Remember Their Summer
Isn’t that just beautiful? It’s the work of artist Susan Grote, a watercolorist in San Francisco. Susan and I became acquainted when she emailed me concerning an article I helped write for VFG some time ago. She also wanted to tell me about a collection she was helping to inventory (more about that later…)
After a few emails back and forth, she mentioned that she worked in watercolor, and then she mailed some photos. I just fell in love with her work.
The ones that I’m going to share with you are based on old family photos. These are not just old random photos, these are members of Susan’s family, and she knows the people and their stories.
“I have always been attracted to watercolor, the luminosity of the white paper shining through the paint, and I love color, pure and bright, which means these recent pictures based on black and white photos are quite a departure for me… I’m still experimenting with how much I want to introduce color into the new pictures.
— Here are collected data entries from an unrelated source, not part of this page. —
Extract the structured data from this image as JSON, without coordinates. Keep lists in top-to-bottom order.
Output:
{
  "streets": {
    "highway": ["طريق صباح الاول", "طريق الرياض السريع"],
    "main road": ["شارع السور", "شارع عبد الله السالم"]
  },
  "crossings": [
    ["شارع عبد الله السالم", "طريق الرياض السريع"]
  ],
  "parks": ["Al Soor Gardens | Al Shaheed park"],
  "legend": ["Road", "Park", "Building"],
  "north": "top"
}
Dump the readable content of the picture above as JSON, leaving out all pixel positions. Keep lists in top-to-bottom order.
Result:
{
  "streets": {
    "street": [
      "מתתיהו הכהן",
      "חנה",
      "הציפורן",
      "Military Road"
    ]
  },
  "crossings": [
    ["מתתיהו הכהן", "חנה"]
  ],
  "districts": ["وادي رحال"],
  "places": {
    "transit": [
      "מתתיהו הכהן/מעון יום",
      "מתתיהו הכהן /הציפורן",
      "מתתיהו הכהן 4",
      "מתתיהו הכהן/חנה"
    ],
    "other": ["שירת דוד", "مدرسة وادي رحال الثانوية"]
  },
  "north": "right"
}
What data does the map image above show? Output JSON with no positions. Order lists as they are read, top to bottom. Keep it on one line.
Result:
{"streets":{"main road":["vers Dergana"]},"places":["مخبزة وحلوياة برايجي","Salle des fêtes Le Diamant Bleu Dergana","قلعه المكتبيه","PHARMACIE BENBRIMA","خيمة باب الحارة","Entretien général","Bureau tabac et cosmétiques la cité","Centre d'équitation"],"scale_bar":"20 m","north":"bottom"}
I sent you my first of these paintings, called Friends, because people who do watercolor are usually interested to hear that I did not use black paint — I always mix black from red, blue, and yellow, or, for a more sepia effect, from purple and gold, or ultramarine and burnt sienna. And I love layering colors — a green apple grows from layers of blues and yellows, for example, instead of mixing them on the palette to make green.”
“I used to be a theatrical costume designer (that explains my interest in costume history), but I came to design from a background in directing, and was accepted into an MFA program in Design for the Theatre without ever having had an art class! My advisor assured me that “drawing is like typing — it’s a skill, and can be learned.” To do costume sketches, or fashion illustration, you really need a very large vocabulary of symbols — a symbol for crisp pleats, a symbol for soft ruffles, etc., because you are drawing things that don’t exist yet – it’s not at all like art: drawing or painting an object you can actually look at! I’m still learning to do that, and I love looking at things very intently. There’s a halo effect that makes you notice and really look at things in your daily life after you paint for a while. It’s like travel — when I’m in a new country, I try to really see and remember, because I may never have that chance again. When I get home from a trip (at least for a while), I look at my own country that way, too.
“I enjoy working with a very limited palette, and I think a lot about color theory and the qualities of different pigments. Because I sometimes paint as many as 20 layers, I don’t use earth colors very often — in my hands, earth plus water equals mud! (I make an exception for burnt sienna & ultramarine — they mix to make such a great variety of browns, grays, and blacks. If I’m going to use a mineral color like cadmium red or cad yellow, it’s the very last layer.) I know I have a very “tight” style; people always used to tell me to “loosen up,” “throw the paint around,” “pour it, splatter it!” A couple of years ago I realized that looking at things very intently, painting an apple till I get every nuance of color I see down on paper, is what I enjoy about painting! Yes, it’s a slow process, but it’s the same as traveling: sometimes my destination is only an excuse for the journey.”
I love that – comparing the act of painting to a journey.